● **Exercise data**:
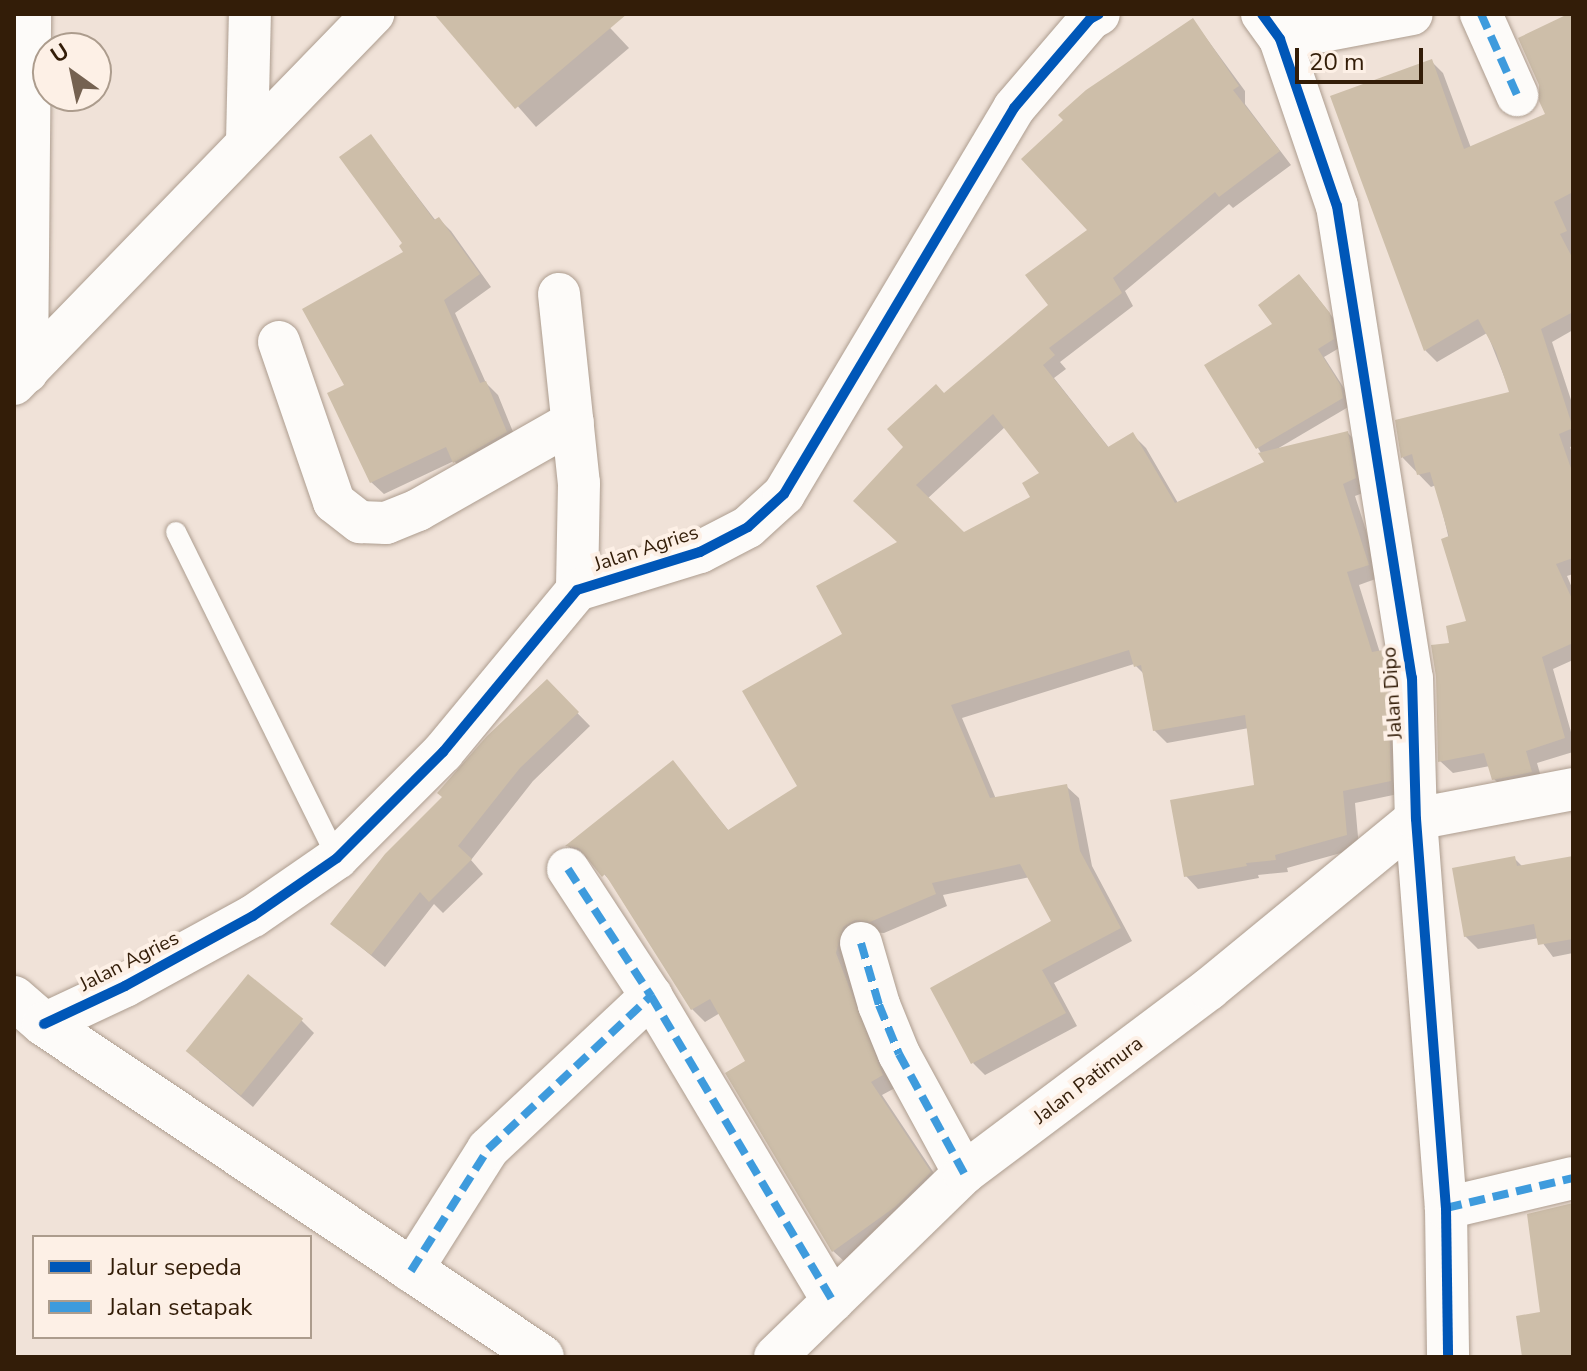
<!DOCTYPE html>
<html>
<head>
<meta charset="utf-8">
<style>
	body { margin:0 }
	#map { position:relative; width:1587px; height:1371px; overflow:hidden; background:#f0e2d8; font-family:"Nunito Sans",sans-serif }
	div>[style] { position:absolute }
	.shadow>* { inset:0; background:#0003 }
	.building>* { inset:0; background:#cdbea9; transform-origin:0 0 }
	.roads { filter:drop-shadow(0 0 2px #ad9d8f) drop-shadow(0 0 2px #ad9d8f) }
	.lane>* { height:20px; margin:-10px; padding:0 10px; transform-origin:10px; border-radius:10px; background:#fdfbf9 }
	.street>* { height:42px; margin:-21px; padding:0 21px; transform-origin:21px; border-radius:21px; background:#fdfbf9 }
	.secondary>* { height:44px; margin:-22px; padding:0 22px; transform-origin:22px; border-radius:22px; background:#fdfbf9 }
	.quiet>* { height:8px; margin-top:-4px; transform-origin:0; background:repeating-linear-gradient(90deg,#3e9bdd 0 16px,transparent 0 24px) }
	.cycleway>* { height:10px; margin:-5px; padding:0 5px; transform-origin:5px; border-radius:5px; background:#0057b8 }
	span { translate:-50% -50%; white-space:nowrap; text-align:center; line-height:1.15; -webkit-text-stroke:8px #fdf0e6; paint-order:stroke }
	.street-label { font-size:20px; color:#331d08 }
	.frame { position:absolute; inset:0; border:16px solid #331d08; pointer-events:none }
	.legend { position:absolute; left:32px; top:1235px; width:280px; height:104px; box-sizing:border-box; background:#fdf0e6; border:2px solid #ac9c8d; margin:0; padding:10px 14px; list-style:none; font-size:24px; color:#331d08 }
	.legend li { display:flex; align-items:center; gap:16px; height:40px }
	.legend b { width:40px; border:2px solid #ac9c8d }
	.north { position:absolute; left:32px; top:32px; width:80px; height:80px; box-sizing:border-box; background:#fdf0e6; border:2px solid #ac9c8d; border-radius:50%; rotate:327deg; font-size:22px; font-weight:700; line-height:32px; text-align:center; color:#331d08 }
	.north::after { content:''; display:block; margin:auto; width:28px; height:36px; background:#756251; clip-path:polygon(50% 0,100% 100%,50% 72%,0 100%) }
	.scale { position:absolute; left:1295px; top:48px; width:128px; height:36px; box-sizing:border-box; border:4px solid #331d08; border-top:0; padding-left:10px; font-size:24px; line-height:28px; white-space:nowrap; color:#331d08; -webkit-text-stroke:6px #fdf0e6; paint-order:stroke }
</style>
</head>
<body>
<div id="map">
	<div class="shadow">
		<i style="clip-path:polygon(451px 14px,597px 14px,629px 48px,536px 127px,443px 21px)"></i>
		<i style="clip-path:polygon(1573px 14px,1573px 330px,1552px 342px,1573px 406px,1573px 446px,1570px 447px,1573px 456px,1573px 574px,1567px 576px,1573px 590px,1573px 660px,1553px 669px,1573px 739px,1573px 752px,1537px 763px,1543px 784px,1506px 791px,1494px 779px,1490px 766px,1453px 773px,1440px 761px,1451px 644px,1469px 623px,1436px 485px,1431px 487px,1403px 458px,1398px 421px,1511px 394px,1487px 333px,1437px 362px,1425px 350px,1431px 61px,1443px 73px,1471px 148px,1548px 115px)"></i>
		<i style="clip-path:polygon(evenodd,1193px 20px,1245px 91px,1245px 104px,1291px 165px,1233px 208px,1229px 204px,1125px 291px,1133px 306px,1060px 362px,1066px 369px,1054px 378px,1110px 449px,1133px 435px,1146px 448px,1178px 503px,1267px 463px,1258px 448px,1275px 325px,1299px 276px,1307px 284px,1337px 323px,1341px 347px,1324px 357px,1349px 396px,1350px 406px,1277px 449px,1348px 433px,1360px 446px,1368px 491px,1355px 496px,1381px 577px,1359px 585px,1380px 653px,1395px 665px,1403px 793px,1355px 803px,1359px 848px,1287px 868px,1288px 872px,1258px 875px,1259px 878px,1198px 889px,1186px 876px,1256px 786px,1249px 728px,1167px 743px,1154px 730px,1145px 675px,1134px 664px,962px 718px,996px 799px,1066px 786px,1079px 798px,1092px 866px,1132px 941px,1054px 983px,1077px 1026px,985px 1075px,973px 1063px,1054px 922px,1030px 877px,943px 895px,947px 906px,884px 933px,868px 932px,895px 1088px,882px 1095px,942px 1185px,846px 1263px,833px 1251px,748px 1062px,720px 1013px,705px 1022px,692px 1009px,617px 889px,591px 859px,580px 858px,568px 846px,673px 763px,729px 831px,800px 787px,844px 635px,900px 543px,906px 447px,945px 396px,1051px 306px,1193px 20px,1005px 427px,1042px 474px,1033px 498px,963px 535px,927px 499px,1005px 427px)"></i>
		<i style="clip-path:polygon(371px 136px,436px 221px,439px 219px,451px 231px,491px 287px,455px 313px,486px 383px,498px 395px,518px 444px,467px 474px,454px 461px,384px 494px,371px 482px,347px 386px,406px 252px)"></i>
		<i style="clip-path:polygon(547px 682px,590px 726px,533px 781px,471px 860px,483px 874px,443px 913px,434px 904px,385px 967px,333px 924px)"></i>
		<i style="clip-path:polygon(1514px 858px,1523px 867px,1573px 858px,1573px 953px,1553px 957px,1539px 938px,1478px 949px,1465px 936px)"></i>
		<i style="clip-path:polygon(301px 1020px,314px 1033px,253px 1107px,199px 1062px)"></i>
	</div>
	<div class="building">
		<i style="clip-path:polygon(434px 14px,627px 14px,515px 109px)"></i>
		<i style="clip-path:polygon(1568px 14px,1573px 14px,1573px 192px,1554px 202px,1567px 231px,1560px 234px,1573px 259px,1573px 312px,1541px 329px,1573px 428px,1559px 434px,1573px 474px,1573px 558px,1556px 564px,1573px 601px,1573px 643px,1542px 657px,1565px 738px,1526px 751px,1532px 772px,1492px 780px,1484px 753px,1438px 762px,1436px 677px,1431px 645px,1449px 643px,1446px 626px,1466px 621px,1441px 539px,1449px 536px,1430px 472px,1417px 475px,1412px 454px,1401px 458px,1395px 420px,1509px 392px,1496px 352px,1478px 319px,1424px 351px,1330px 96px,1432px 59px,1464px 149px,1545px 114px,1539px 101px,1539px 85px,1518px 38px)"></i>
		<i style="clip-path:polygon(evenodd,1193px 18px,1239px 86px,1233px 90px,1280px 151px,1219px 197px,1215px 192px,1113px 278px,1122px 293px,1049px 348px,1055px 355px,1043px 365px,1108px 447px,1133px 432px,1175px 503px,1264px 462px,1258px 453px,1348px 431px,1356px 478px,1343px 484px,1369px 565px,1347px 572px,1372px 652px,1383px 650px,1388px 680px,1391px 781px,1343px 791px,1347px 835px,1275px 855px,1276px 860px,1246px 863px,1247px 866px,1184px 877px,1170px 800px,1254px 785px,1245px 715px,1153px 731px,1141px 665px,1134px 667px,1129px 650px,951px 705px,990px 798px,1067px 784px,1080px 851px,1121px 928px,1042px 970px,1066px 1013px,971px 1064px,930px 988px,1051px 921px,1020px 864px,932px 883px,936px 894px,870px 922px,855px 920px,843px 927px,836px 953px,883px 1075px,871px 1082px,931px 1172px,895px 1207px,832px 1252px,725px 1073px,745px 1061px,710px 999px,691px 1010px,605px 874px,602px 877px,579px 848px,565px 846px,673px 760px,728px 830px,797px 786px,742px 691px,842px 634px,816px 586px,897px 542px,853px 501px,903px 447px,887px 429px,936px 384px,944px 393px,1048px 305px,1025px 275px,1087px 230px,1021px 159px,1063px 120px,1058px 115px,1086px 90px,1193px 18px,993px 414px,1039px 473px,1022px 483px,1030px 497px,964px 532px,916px 485px,993px 414px)"></i>
		<i style="clip-path:polygon(371px 134px,434px 220px,439px 217px,480px 274px,444px 300px,480px 383px,486px 381px,507px 432px,453px 463px,446px 447px,370px 483px,327px 393px,344px 385px,302px 309px,403px 252px,399px 246px,402px 243px,339px 157px)"></i>
		<i style="clip-path:polygon(1299px 274px,1330px 313px,1334px 339px,1318px 349px,1341px 386px,1343px 398px,1256px 449px,1204px 365px,1272px 324px,1258px 305px)"></i>
		<i style="clip-path:polygon(547px 679px,579px 712px,520px 768px,458px 846px,472px 859px,429px 902px,420px 892px,371px 955px,330px 924px,385px 854px,442px 797px,437px 793px,444px 785px,487px 736px)"></i>
		<i style="clip-path:polygon(1515px 856px,1517px 866px,1573px 856px,1573px 939px,1538px 945px,1534px 924px,1464px 937px,1452px 868px)"></i>
		<i style="left:248px;top:974px;width:71px;height:99px;rotate:39deg"></i>
		<i style="clip-path:polygon(1573px 1203px,1573px 1357px,1522px 1357px,1516px 1316px,1540px 1312px,1527px 1214px)"></i>
	</div>
	<div class="roads">
		<div class="lane">
			<i style="left:176px;top:532px;width:364px;rotate:63.7deg"></i>
		</div>
		<div class="street">
			<i style="left:1262px;top:14px;width:31px;rotate:54deg"></i>
			<i style="left:1280px;top:39px;width:176px;rotate:71.2deg"></i>
			<i style="left:1337px;top:206px;width:478px;rotate:81deg"></i>
			<i style="left:1412px;top:678px;width:141px;rotate:88.4deg"></i>
			<i style="left:1416px;top:819px;width:390px;rotate:85.6deg"></i>
			<i style="left:1446px;top:1208px;width:149px;rotate:89.2deg"></i>
			<i style="left:1481px;top:14px;width:89px;rotate:66deg"></i>
			<i style="left:1280px;top:39px;width:134px;rotate:-10.7deg"></i>
			<i style="left:247px;top:142px;width:128px;rotate:-88.7deg"></i>
			<i style="left:559px;top:294px;width:190px;rotate:84deg"></i>
			<i style="left:579px;top:483px;width:107px;rotate:91.1deg"></i>
			<i style="left:279px;top:342px;width:169px;rotate:71deg"></i>
			<i style="left:334px;top:502px;width:33px;rotate:38deg"></i>
			<i style="left:360px;top:522px;width:26px;rotate:2deg"></i>
			<i style="left:386px;top:523px;width:35px;rotate:-22deg"></i>
			<i style="left:418px;top:510px;width:178px;rotate:-29.6deg"></i>
			<i style="left:27px;top:372px;width:358px;rotate:-89.5deg"></i>
			<i style="left:14px;top:384px;width:516px;rotate:-45.86deg"></i>
			<i style="left:568px;top:869px;width:152px;rotate:56.8deg"></i>
			<i style="left:651px;top:996px;width:355px;rotate:59.2deg"></i>
			<i style="left:861px;top:943px;width:65px;rotate:73.8deg"></i>
			<i style="left:879px;top:1005px;width:53px;rotate:67.8deg"></i>
			<i style="left:899px;top:1054px;width:136px;rotate:61.4deg"></i>
			<i style="left:44px;top:1024px;width:89px;rotate:-25.1deg"></i>
			<i style="left:125px;top:986px;width:146px;rotate:-28.7deg"></i>
			<i style="left:253px;top:916px;width:102px;rotate:-34.6deg"></i>
			<i style="left:337px;top:858px;width:150px;rotate:-45deg"></i>
			<i style="left:443px;top:752px;width:210px;rotate:-50.4deg"></i>
			<i style="left:577px;top:590px;width:129px;rotate:-17.2deg"></i>
			<i style="left:700px;top:552px;width:54px;rotate:-27.5deg"></i>
			<i style="left:748px;top:527px;width:49px;rotate:-42.5deg"></i>
			<i style="left:784px;top:494px;width:449px;rotate:-59.2deg"></i>
			<i style="left:1014px;top:108px;width:117px;rotate:-49.5deg"></i>
			<i style="left:1090px;top:19px;width:10px;rotate:-29deg"></i>
			<i style="left:1446px;top:1208px;width:130px;rotate:-13.3deg"></i>
			<i style="left:411px;top:1271px;width:144px;rotate:-57.7deg"></i>
			<i style="left:488px;top:1149px;width:224px;rotate:-43.2deg"></i>
			<i style="left:775px;top:1357px;width:264px;rotate:-44.2deg"></i>
			<i style="left:964px;top:1173px;width:306px;rotate:-36.9deg"></i>
			<i style="left:1209px;top:989px;width:268px;rotate:-39.4deg"></i>
			<i style="left:1416px;top:819px;width:160px;rotate:-10.8deg"></i>
		</div>
		<div class="secondary">
			<i style="left:14px;top:998px;width:40px;rotate:41deg"></i>
			<i style="left:44px;top:1024px;width:599px;rotate:33.77deg"></i>
		</div>
	</div>
	<div class="quiet">
		<i style="left:1481px;top:14px;width:89px;rotate:66deg"></i>
		<i style="left:568px;top:869px;width:152px;rotate:56.8deg"></i>
		<i style="left:651px;top:996px;width:355px;rotate:59.2deg"></i>
		<i style="left:861px;top:943px;width:65px;rotate:73.8deg"></i>
		<i style="left:879px;top:1005px;width:53px;rotate:67.8deg"></i>
		<i style="left:899px;top:1054px;width:136px;rotate:61.4deg"></i>
		<i style="left:1446px;top:1208px;width:130px;rotate:-13.3deg"></i>
		<i style="left:411px;top:1271px;width:144px;rotate:-57.7deg"></i>
		<i style="left:488px;top:1149px;width:224px;rotate:-43.2deg"></i>
	</div>
	<div class="cycleway">
		<i style="left:1262px;top:14px;width:31px;rotate:54deg"></i>
		<i style="left:1280px;top:39px;width:176px;rotate:71.2deg"></i>
		<i style="left:1337px;top:206px;width:478px;rotate:81deg"></i>
		<i style="left:1412px;top:678px;width:141px;rotate:88.4deg"></i>
		<i style="left:1416px;top:819px;width:390px;rotate:85.6deg"></i>
		<i style="left:1446px;top:1208px;width:149px;rotate:89.2deg"></i>
		<i style="left:44px;top:1024px;width:89px;rotate:-25.1deg"></i>
		<i style="left:125px;top:986px;width:146px;rotate:-28.7deg"></i>
		<i style="left:253px;top:916px;width:102px;rotate:-34.6deg"></i>
		<i style="left:337px;top:858px;width:150px;rotate:-45deg"></i>
		<i style="left:443px;top:752px;width:210px;rotate:-50.4deg"></i>
		<i style="left:577px;top:590px;width:129px;rotate:-17.2deg"></i>
		<i style="left:700px;top:552px;width:54px;rotate:-27.5deg"></i>
		<i style="left:748px;top:527px;width:49px;rotate:-42.5deg"></i>
		<i style="left:784px;top:494px;width:449px;rotate:-59.2deg"></i>
		<i style="left:1014px;top:108px;width:117px;rotate:-49.5deg"></i>
		<i style="left:1090px;top:19px;width:10px;rotate:-29deg"></i>
	</div>
	<div class="street-label">
		<span style="left:646px;top:548px;rotate:-18deg">Jalan Agries</span>
		<span style="left:1392px;top:693px;rotate:-94deg">Jalan Dipo</span>
		<span style="left:129px;top:961px;rotate:-27deg">Jalan Agries</span>
		<span style="left:1088px;top:1080px;rotate:-37deg">Jalan Patimura</span>
	</div>
	<div class="frame"></div>
	<ul class="legend">
	<li><b style="height:10px;background:#0057b8"></b>Jalur sepeda</li>
	<li><b style="height:10px;background:#3e9bdd"></b>Jalan setapak</li>
	</ul>
	<div class="north">U</div>
	<div class="scale">20 m</div>
</div>
</body>
</html>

● **Try it**:
Across the records above, show each line containing the word "Agries".

● **Solution to this exercise**:
		<span style="left:646px;top:548px;rotate:-18deg">Jalan Agries</span>
		<span style="left:129px;top:961px;rotate:-27deg">Jalan Agries</span>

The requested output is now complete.